▸ **Assignment**
Which lines of the entries below include "Robotnicza"? List them all.
_ _ _
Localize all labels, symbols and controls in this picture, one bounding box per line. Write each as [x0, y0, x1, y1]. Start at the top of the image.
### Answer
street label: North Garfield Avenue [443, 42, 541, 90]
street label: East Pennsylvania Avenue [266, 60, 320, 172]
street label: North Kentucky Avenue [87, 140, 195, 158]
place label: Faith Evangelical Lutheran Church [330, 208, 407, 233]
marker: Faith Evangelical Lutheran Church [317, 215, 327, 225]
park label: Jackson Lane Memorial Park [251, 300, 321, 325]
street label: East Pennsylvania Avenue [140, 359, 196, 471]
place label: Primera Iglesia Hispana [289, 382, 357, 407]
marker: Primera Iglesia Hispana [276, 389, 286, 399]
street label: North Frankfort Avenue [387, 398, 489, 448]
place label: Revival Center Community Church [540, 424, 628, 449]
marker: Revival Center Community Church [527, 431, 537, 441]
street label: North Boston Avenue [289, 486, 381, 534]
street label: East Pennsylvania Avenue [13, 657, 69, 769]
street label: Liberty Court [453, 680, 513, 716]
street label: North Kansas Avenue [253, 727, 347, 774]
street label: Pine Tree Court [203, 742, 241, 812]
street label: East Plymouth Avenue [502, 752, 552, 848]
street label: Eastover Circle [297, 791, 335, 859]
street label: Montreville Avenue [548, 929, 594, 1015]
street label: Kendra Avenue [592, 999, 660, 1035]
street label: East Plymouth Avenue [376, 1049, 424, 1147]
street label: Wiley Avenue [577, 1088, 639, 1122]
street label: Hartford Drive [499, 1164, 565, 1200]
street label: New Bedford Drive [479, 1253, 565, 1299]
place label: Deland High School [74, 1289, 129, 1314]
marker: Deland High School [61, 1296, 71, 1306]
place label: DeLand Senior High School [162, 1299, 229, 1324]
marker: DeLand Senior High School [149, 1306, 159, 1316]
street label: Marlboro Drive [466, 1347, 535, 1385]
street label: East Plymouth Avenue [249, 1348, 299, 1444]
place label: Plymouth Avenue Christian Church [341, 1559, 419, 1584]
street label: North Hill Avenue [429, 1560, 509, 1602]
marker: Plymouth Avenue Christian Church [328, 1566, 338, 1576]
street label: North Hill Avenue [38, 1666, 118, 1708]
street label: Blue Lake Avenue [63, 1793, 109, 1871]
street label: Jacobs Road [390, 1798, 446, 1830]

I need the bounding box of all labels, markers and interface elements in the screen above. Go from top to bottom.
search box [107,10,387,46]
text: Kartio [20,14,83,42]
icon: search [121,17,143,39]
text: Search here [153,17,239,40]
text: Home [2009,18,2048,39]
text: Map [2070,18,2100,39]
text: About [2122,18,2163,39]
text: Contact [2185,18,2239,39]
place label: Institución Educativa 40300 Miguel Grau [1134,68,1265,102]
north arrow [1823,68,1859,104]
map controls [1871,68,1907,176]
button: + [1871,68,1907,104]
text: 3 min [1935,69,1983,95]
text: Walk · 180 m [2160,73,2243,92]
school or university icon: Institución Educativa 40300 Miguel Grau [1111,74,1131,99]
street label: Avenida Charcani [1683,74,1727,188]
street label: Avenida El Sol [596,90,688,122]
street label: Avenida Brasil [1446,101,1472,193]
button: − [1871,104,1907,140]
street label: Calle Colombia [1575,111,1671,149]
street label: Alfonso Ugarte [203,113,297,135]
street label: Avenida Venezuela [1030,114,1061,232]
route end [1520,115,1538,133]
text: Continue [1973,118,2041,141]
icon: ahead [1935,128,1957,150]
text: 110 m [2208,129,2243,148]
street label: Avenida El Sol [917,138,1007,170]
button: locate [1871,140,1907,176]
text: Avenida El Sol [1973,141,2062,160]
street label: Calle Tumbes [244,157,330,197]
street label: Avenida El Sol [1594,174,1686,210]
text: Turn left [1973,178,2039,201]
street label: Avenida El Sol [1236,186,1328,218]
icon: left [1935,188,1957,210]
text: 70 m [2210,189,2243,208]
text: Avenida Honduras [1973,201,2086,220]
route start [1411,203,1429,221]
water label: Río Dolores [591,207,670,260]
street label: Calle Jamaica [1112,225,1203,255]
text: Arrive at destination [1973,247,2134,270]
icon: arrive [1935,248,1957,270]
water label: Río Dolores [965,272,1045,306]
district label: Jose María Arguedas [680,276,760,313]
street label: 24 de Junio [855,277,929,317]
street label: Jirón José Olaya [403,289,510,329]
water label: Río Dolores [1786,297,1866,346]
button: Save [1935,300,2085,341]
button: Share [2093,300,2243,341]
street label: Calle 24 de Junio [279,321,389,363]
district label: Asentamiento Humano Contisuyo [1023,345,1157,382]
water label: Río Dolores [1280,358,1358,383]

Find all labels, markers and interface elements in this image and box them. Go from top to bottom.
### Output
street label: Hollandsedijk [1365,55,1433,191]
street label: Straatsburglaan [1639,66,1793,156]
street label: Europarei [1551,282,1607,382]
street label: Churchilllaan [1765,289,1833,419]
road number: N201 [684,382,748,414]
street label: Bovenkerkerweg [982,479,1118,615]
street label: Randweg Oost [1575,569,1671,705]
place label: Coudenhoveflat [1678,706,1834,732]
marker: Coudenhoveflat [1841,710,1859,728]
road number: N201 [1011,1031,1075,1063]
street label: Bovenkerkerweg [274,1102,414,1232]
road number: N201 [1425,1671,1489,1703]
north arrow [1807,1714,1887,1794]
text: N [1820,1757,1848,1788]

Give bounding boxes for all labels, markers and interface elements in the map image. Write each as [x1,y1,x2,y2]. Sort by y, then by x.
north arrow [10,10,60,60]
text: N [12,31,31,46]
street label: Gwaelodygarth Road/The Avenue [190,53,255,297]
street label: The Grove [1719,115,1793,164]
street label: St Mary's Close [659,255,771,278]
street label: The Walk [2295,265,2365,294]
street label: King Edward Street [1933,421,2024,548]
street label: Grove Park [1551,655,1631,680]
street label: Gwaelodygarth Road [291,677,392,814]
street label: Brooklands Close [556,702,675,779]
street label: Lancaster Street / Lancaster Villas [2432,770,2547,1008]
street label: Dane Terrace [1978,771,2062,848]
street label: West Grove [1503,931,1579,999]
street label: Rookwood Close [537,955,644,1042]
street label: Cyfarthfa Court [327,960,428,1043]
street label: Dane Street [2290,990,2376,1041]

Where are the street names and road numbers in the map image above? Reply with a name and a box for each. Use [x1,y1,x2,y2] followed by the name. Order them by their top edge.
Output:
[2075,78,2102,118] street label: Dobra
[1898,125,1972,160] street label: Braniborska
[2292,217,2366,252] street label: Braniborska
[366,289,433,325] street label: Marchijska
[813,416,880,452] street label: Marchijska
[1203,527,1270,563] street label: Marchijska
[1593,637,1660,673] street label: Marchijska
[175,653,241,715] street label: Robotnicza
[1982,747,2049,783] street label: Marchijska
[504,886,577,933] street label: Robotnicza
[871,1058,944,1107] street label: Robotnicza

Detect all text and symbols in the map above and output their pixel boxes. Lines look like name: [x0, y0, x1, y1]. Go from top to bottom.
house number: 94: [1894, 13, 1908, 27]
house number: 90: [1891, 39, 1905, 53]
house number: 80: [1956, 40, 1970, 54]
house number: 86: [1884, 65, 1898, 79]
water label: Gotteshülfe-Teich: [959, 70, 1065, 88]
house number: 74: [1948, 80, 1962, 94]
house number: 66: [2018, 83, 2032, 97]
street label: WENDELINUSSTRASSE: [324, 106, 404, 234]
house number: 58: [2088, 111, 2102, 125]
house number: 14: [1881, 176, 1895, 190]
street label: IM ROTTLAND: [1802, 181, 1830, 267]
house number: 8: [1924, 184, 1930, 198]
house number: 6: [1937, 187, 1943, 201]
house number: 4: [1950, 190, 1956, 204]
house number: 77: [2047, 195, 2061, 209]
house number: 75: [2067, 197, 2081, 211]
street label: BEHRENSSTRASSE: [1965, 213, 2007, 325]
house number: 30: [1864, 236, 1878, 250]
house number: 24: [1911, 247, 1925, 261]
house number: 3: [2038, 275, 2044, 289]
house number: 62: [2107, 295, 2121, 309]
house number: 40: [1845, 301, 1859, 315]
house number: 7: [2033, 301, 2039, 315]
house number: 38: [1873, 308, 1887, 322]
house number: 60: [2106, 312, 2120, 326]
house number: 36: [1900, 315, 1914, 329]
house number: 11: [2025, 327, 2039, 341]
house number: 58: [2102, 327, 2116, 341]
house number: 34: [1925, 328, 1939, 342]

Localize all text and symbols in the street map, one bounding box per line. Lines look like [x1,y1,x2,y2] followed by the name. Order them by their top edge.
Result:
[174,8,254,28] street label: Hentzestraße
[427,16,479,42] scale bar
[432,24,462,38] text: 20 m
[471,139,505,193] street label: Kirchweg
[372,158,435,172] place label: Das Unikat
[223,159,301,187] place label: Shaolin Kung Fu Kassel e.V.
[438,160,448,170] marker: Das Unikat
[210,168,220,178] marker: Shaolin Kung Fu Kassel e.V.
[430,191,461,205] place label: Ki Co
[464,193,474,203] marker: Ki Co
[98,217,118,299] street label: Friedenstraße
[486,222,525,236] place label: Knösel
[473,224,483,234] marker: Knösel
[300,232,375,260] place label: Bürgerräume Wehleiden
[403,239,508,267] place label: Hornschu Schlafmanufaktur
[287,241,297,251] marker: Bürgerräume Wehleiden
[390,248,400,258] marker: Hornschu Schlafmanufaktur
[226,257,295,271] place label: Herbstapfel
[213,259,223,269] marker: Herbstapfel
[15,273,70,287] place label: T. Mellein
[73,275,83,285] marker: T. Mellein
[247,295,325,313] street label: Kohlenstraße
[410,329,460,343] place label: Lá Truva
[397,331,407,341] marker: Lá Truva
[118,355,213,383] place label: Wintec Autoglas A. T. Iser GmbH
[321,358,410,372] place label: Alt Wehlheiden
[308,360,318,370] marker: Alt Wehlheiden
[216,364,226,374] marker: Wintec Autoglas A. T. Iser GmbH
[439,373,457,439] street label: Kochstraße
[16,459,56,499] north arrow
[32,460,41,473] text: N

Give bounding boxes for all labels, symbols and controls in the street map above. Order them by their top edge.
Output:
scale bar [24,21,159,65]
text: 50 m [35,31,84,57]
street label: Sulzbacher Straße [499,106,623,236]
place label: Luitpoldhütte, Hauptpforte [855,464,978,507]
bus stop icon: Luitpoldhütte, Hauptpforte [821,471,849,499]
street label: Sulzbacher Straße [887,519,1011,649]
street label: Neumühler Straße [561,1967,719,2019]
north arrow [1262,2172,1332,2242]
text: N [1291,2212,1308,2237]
_ _ _
▸ **Response area**
[175,653,241,715] street label: Robotnicza
[504,886,577,933] street label: Robotnicza
[871,1058,944,1107] street label: Robotnicza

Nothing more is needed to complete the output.